$H$ is the orthocenter of $\triangle ABC$,the circle with center $H$ passes through $A$,and it intersects with $AC,AB$ at two other points $D,E$.The orthocenter of $\triangle ADE$ is $H'$,line $AH'$ intersects with $DE$ at point $F$.Point $P$ is inside the quadrilateral $BCDE$,so that $\triangle PDE\sim\triangle PBC$.Let point $K$ be the intersection of line $HH'$ and line $PF$.Prove that $A,H,P,K$ lie on one circle.
Problem
Source: 2022 China Southeast Grade 10 P6
Tags: geometry
03.08.2022 22:05
Let $S$ be intersection of $BD$ and $CE$. Since $\triangle PDE\sim\triangle PBC$ we have $\triangle PDB\sim\triangle PEC$ so $PDES$ and $PCBS$ are cyclic. Let $BC$ meet $DE$ at $M$. Let $AH$ meet $BC$ at $G$ and $AF$ meet $ADE$ at $T$. Let $HH'$ meet $DE$ at $R$. Claim $: BEHDC$ s cyclic. Proof $:$ Note that $\angle HEA = \angle HAE = \angle 90 - \angle B = \angle HCB \implies HCBE$ is cyclic. with same approach we prove that $HBCD$ is cyclic. Claim $: H',H,S$ are collinear.
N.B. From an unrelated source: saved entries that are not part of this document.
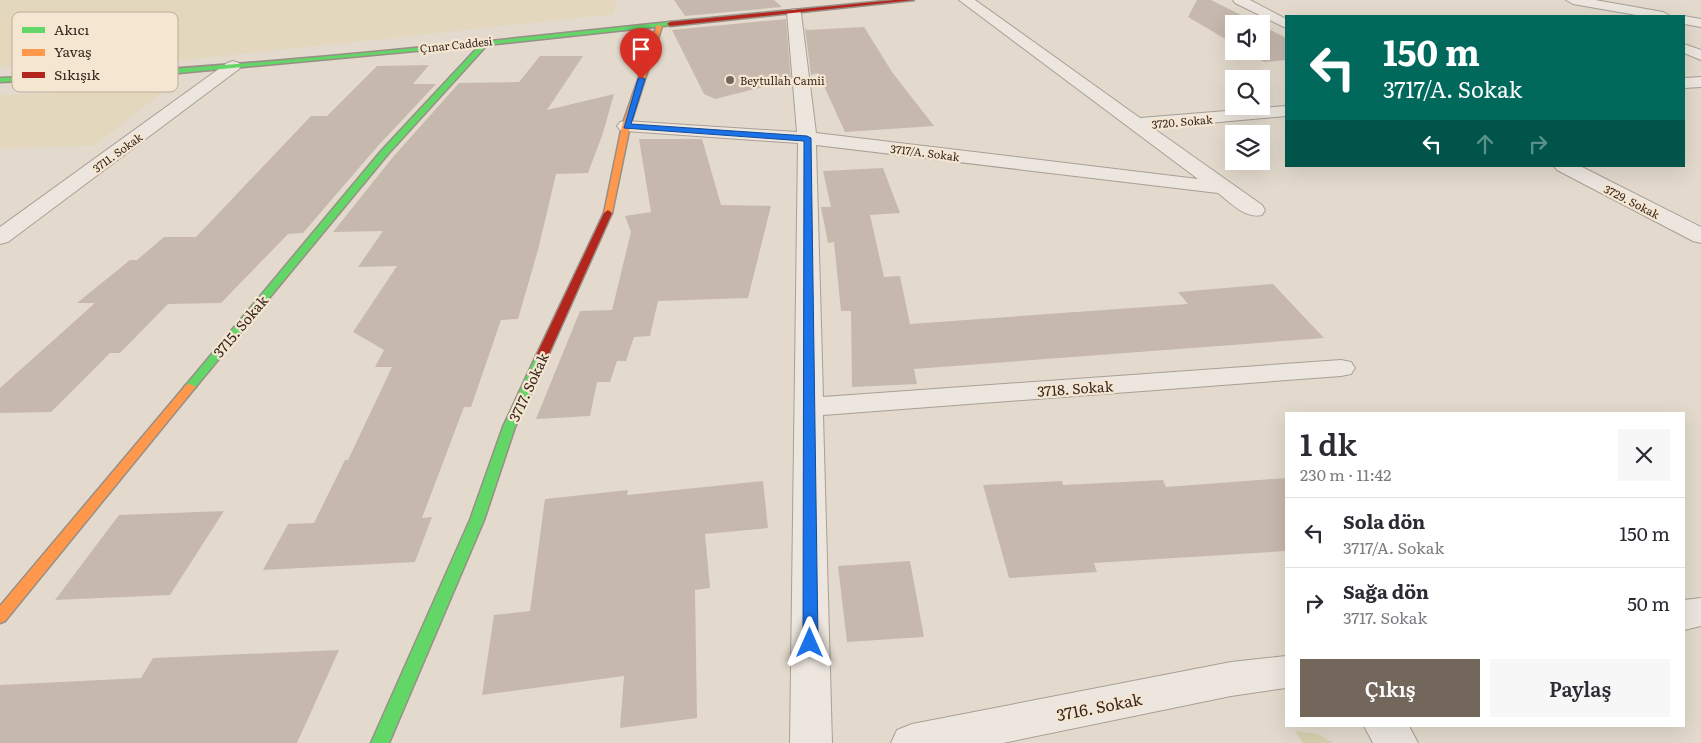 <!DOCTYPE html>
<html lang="tr">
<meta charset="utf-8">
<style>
:root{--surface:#fff;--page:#f7f7f7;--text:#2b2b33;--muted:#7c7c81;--line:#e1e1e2;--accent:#73665b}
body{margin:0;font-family:Literata,serif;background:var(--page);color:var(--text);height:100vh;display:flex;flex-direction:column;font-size:19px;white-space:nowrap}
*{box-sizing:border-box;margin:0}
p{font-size:16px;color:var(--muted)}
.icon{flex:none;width:28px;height:28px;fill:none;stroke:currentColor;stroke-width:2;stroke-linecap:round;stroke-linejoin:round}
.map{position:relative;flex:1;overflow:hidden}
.details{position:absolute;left:1285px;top:412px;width:400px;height:315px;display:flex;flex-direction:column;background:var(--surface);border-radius:0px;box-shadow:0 5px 20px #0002}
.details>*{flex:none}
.banner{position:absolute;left:1285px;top:15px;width:400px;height:152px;border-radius:0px;box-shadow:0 5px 20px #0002;background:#00695c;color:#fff;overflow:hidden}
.controls{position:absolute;left:1225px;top:15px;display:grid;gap:10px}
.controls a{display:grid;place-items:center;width:45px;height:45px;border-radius:0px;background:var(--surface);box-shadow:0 5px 20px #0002;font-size:25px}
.pin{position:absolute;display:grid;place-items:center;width:42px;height:42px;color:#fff;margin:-51px -21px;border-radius:50% 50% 50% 0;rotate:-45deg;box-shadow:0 0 5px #0007}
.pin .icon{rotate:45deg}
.me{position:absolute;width:55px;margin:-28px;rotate:0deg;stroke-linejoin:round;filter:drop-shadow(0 0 4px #0008)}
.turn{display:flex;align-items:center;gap:18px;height:105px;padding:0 15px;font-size:22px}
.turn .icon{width:65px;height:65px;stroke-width:2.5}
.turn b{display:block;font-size:35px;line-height:42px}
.lanes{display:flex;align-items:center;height:48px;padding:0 15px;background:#0003;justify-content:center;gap:25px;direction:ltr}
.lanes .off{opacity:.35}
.round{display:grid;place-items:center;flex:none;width:52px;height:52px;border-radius:0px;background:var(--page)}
.overview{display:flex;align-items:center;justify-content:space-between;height:85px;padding:0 15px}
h1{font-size:30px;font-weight:600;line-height:38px}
.cta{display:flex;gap:10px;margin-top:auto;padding:10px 15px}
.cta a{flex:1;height:58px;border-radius:0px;background:var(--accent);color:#fff;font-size:20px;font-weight:600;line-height:58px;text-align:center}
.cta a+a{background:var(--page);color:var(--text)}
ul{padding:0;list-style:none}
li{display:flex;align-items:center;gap:15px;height:70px;padding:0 15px;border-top:1px solid var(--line)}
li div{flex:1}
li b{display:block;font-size:19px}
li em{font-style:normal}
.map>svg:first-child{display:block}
.farmland{fill:#e3d7bd}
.green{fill:#d6d1af}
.building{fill:#c7b8ae}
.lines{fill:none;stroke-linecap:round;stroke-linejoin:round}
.street-casing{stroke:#a89f96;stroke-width:2}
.fast-casing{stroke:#988f86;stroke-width:3}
.slow-casing{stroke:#988f86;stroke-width:3}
.jam-casing{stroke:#988f86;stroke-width:3}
.street{fill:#ece6de;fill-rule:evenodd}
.fast{fill:#63d668;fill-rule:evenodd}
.slow{fill:#ff974d;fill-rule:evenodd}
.jam{fill:#b3261e;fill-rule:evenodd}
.route{fill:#1a73e8;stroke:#114b97}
.poi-dot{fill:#73665b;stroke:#f5e6d2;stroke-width:2}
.labels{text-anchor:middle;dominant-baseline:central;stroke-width:4.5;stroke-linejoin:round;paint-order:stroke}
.far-street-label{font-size:11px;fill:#37271e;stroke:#f5e6d2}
.far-poi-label{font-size:11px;fill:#37271e;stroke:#f5e6d2;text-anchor:start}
.street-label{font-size:14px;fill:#37271e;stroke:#f5e6d2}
.near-street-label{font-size:16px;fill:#37271e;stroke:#f5e6d2}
.key{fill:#f5e6d2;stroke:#bcad9c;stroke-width:1}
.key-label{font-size:14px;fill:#37271e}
</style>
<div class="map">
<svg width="1701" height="743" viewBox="0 0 1701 743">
<rect width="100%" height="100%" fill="#e3dacd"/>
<path class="farmland" d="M 0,0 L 616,0 L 614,14 L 149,64 L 0,67 Z
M 167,89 L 94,146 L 0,148 L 0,95 Z"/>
<path class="green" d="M 1295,731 L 1318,734 L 1333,743 L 1303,743 Z"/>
<path class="building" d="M 674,0 L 774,0 L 782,7 L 685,16 Z
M 1197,0 L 1211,0 L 1259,24 L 1234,24 L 1234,44 L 1188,17 Z
M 786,19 L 791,80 L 715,99 L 704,94 L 672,30 Z
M 1261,25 L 1286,38 L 1286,60 L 1264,62 L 1246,51 L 1261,51 Z
M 864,27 L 892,72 L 934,126 L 845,132 L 818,73 L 811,75 L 805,28 L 807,30 Z
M 540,56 L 583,56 L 547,110 L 614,94 L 603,133 L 588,173 L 556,174 L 538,250 L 518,319 L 501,320 L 471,407 L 464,407 L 422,518 L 432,517 L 415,562 L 263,570 L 288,524 L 314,523 L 345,460 L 348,460 L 392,367 L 375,367 L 384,350 L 353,332 L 397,266 L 358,267 L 383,231 L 333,232 L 393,157 L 459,83 L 519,82 Z
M 429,65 L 413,84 L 436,84 L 377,147 L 303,233 L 288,234 L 221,303 L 168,304 L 120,353 L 110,353 L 51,412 L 0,413 L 0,388 L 95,303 L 77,303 L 130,260 L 137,260 L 164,237 L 196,237 L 311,116 L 327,116 L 377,66 Z
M 639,139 L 702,139 L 721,205 L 771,206 L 748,298 L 658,301 L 650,336 L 634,337 L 626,361 L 617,361 L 610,382 L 597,382 L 590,416 L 536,419 L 580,311 L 612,310 L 631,232 L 625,216 L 651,212 Z
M 883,168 L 900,213 L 870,215 L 884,277 L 900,276 L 910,324 L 1188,304 L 1178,292 L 1273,284 L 1324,338 L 914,369 L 917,384 L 852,387 L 851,311 L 841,311 L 834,242 L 828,243 L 821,207 L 831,207 L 823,171 Z
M 1286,478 L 1286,551 L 1094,563 L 1097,572 L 1009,578 L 983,485 L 1062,481 L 1063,485 L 1163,480 L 1166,487 Z
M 763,481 L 768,528 L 705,534 L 710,588 L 695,590 L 697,718 L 620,728 L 624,676 L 482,695 L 494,615 L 530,611 L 545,499 L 628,490 L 627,495 Z
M 224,511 L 170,595 L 55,600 L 119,515 Z
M 910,561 L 924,637 L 847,642 L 838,566 Z
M 339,650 L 297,743 L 0,743 L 0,685 L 141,678 L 153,658 Z"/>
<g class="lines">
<g class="street-casing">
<path id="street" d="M 959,0 L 975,0 L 1140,118 L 1286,106 L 1286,116 L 1153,128 L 1262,205 L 1265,210 L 1262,215 C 1245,219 1231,203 1218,193 L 816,145 L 823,397 L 1341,360 L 1351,362 L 1355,368 L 1351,374 L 1341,376 L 823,415 L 832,743 L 790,743 L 798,143 L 626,131 L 620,130 L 617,126 L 620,122 L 626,121 L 797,132 L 787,13 L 794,9 L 801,13 L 816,133 L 1198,179 Z
M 1233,0 L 1250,0 L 1286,19 L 1286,28 L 1235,3 Z
M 1566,0 L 1595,0 L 1663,12 L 1670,16 L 1642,16 L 1573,4 Z
M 1682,16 L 1684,16 L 1701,19 L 1701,27 L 1684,24 Z
M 1684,44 L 1701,50 L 1701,60 L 1684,53 Z
M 233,61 L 239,63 L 241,66 L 239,69 L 8,242 L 0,244 L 0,227 L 227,63 Z
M 1701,77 L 1701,87 L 1684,88 L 1684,78 Z
M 1554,166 L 1580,166 L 1701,227 L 1701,243 L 1693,241 L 1557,170 Z
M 1701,598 L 1701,626 L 1684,630 L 1684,600 Z
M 1286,656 L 1286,688 L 1231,696 L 1003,743 L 891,743 L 897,730 L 912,724 L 1231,662 Z
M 1364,726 L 1409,726 L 1418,743 L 1373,743 Z"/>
</g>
<g class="fast-casing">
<path id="fast" d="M 670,22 L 672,25 L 487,45 L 388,154 L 194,389 L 190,390 L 184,387 L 186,385 L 382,150 L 480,45 L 168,74 L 0,82 L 0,78 C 162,72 322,58 483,41 L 487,39 L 490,41 Z
M 542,353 L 548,356 L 515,427 L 484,520 L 389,743 L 371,743 L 470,520 L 503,427 L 536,356 Z"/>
</g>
<g class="slow-casing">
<path id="slow" d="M 657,25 L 662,26 L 630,126 L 612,213 L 608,216 L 605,215 L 604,213 L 622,126 Z
M 190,384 L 196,387 L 194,389 L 5,621 L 0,623 L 0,606 L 186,385 Z"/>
</g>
<g class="jam-casing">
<path id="jam" d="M 895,0 L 914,0 L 670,26 L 667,24 L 670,22 Z
M 608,210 L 612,213 L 548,356 L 546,358 L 538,358 L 536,356 L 604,213 Z"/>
</g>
<use href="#street" class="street"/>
<use href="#fast" class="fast"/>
<use href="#slow" class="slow"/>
<use href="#jam" class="jam"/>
</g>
<path class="route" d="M 641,77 L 645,79 L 631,124 L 807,136 L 811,138 L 818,643 L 816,648 L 810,650 L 805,648 L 803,643 L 804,141 L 624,128 L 638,79 Z"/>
<circle class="poi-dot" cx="730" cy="80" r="5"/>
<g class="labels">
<g class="far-street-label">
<text transform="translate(456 44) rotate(-6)">Çınar Caddesi</text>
<text transform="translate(1182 121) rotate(-5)">3720. Sokak</text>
<text transform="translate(117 152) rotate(-36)">3711. Sokak</text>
<text transform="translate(925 152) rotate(7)">3717/A. Sokak</text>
<text transform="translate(1632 201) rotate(27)">3729. Sokak</text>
</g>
<g class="far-poi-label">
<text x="740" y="80">Beytullah Camii</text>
</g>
<g class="street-label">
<text transform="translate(240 326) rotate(-50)">3715. Sokak</text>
<text transform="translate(528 387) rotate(-65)">3717. Sokak</text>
<text transform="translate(1075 388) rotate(-4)">3718. Sokak</text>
</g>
<g class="near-street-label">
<text transform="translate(1099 706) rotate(-11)">3716. Sokak</text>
</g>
</g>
<rect x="12" y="12" width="166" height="80" rx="8" class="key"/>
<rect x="22" y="27" width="23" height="6" fill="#63d668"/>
<rect x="22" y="49" width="23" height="7" fill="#ff974d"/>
<rect x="22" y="72" width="23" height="6" fill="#b3261e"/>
<g class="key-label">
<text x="54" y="35">Akıcı</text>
<text x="54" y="57">Yavaş</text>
<text x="54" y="80">Sıkışık</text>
</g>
</svg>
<div class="controls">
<a><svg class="icon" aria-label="sound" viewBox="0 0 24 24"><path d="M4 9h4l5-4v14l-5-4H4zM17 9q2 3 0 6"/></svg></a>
<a><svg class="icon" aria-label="search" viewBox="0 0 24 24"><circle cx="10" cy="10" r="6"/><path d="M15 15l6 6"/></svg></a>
<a><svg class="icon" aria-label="layers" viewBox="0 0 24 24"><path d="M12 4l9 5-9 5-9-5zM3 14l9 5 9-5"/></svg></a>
</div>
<div class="pin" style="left:641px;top:79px;background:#d93025"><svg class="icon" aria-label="arrive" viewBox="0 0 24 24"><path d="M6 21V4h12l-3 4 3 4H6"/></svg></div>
<svg class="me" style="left:810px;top:643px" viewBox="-20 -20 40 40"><path d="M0-17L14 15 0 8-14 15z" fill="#1a73e8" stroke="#fff" stroke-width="4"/></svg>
<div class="banner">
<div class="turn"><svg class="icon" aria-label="left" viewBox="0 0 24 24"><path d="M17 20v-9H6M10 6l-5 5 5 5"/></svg><div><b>150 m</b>3717/A. Sokak</div></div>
<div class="lanes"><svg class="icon" aria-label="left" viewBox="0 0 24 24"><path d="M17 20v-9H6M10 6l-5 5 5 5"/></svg><svg class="icon off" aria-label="ahead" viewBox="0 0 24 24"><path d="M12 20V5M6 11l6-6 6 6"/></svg><svg class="icon off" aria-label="right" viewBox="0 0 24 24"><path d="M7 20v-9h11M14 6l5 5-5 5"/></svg></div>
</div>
<section class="details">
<div class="overview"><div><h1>1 dk</h1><p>230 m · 11:42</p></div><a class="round"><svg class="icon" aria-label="close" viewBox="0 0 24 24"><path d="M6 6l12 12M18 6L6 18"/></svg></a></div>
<ul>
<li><svg class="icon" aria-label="left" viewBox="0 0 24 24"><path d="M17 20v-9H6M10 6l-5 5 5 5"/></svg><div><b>Sola dön</b><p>3717/A. Sokak</p></div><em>150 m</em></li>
<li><svg class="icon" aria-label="right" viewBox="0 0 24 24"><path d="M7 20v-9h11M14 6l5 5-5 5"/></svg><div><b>Sağa dön</b><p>3717. Sokak</p></div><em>50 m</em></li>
</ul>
<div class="cta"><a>Çıkış</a><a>Paylaş</a></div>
</section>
</div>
Proof $:$ Note that $HH'$ is Euler line of $ADE$ and $BEDC$ is cyclic so intersections of diagonals of $BEDC$ which is $S$ lies on $HH'$. Claim $: \angle APM = \angle 90$. Proof $:$ $P$ is Miquel point by how we redefined it. Claim $: PF$ and $HH'$ meet at $DPE$. Proof $:$ Note that we need to prove $\angle DPF = \angle DSH$. Note that $P$ sends $DE$ to $BC$ so $\angle DPF = \angle BPG = \angle MPG - \angle MPB = \angle MPG - \angle SPB = \angle MPG - \angle SDE$. Note that Since $\angle APM = \angle 90 = \angle AFM = \angle AGM$ then $AFPGM$ is cyclic so $\angle MPG - \angle SDE = \angle SAG - \angle SDE = \angle MAH - \angle SDE$ and since $R$ is intersection of Euler line with $DE$ then simply $AHRM$ is cyclic so $\angle MAH - \angle SDE = \angle MRS - \angle SDE = \angle MRS - \angle SDM = \angle DSO = \angle DSH$ so $\angle DPF = \angle DSH$ as wanted. $\angle APK = \angle APF = \angle FMA = \angle RMA = \angle RHG = \angle AHK \implies KAHP$ is cyclic so we prove that $KAHP$ is cyclic (It can easily be proved that in fact $T$ lies on this circle as well). We're Done (yes I know we didn't need to prove $KDPE$ is cyclic but anyway...)
06.04.2024 10:32
$H$ is the orthocenter of $\triangle ABC$,the circle with center $H$ passes through $A$,and it intersects with $AC,AB$ at two other points $D,E$.The orthocenter of $\triangle ADE$ is $H'$,line $AH'$ intersects with $DE$ at point $F$.Point $P$ is inside the quadrilateral $BCDE$,so that $\triangle PDE\sim\triangle PBC$.Let point $K$ be the intersection of line $HH'$ and line $PF$.Prove that $A,H,P,K$ lie on one circle.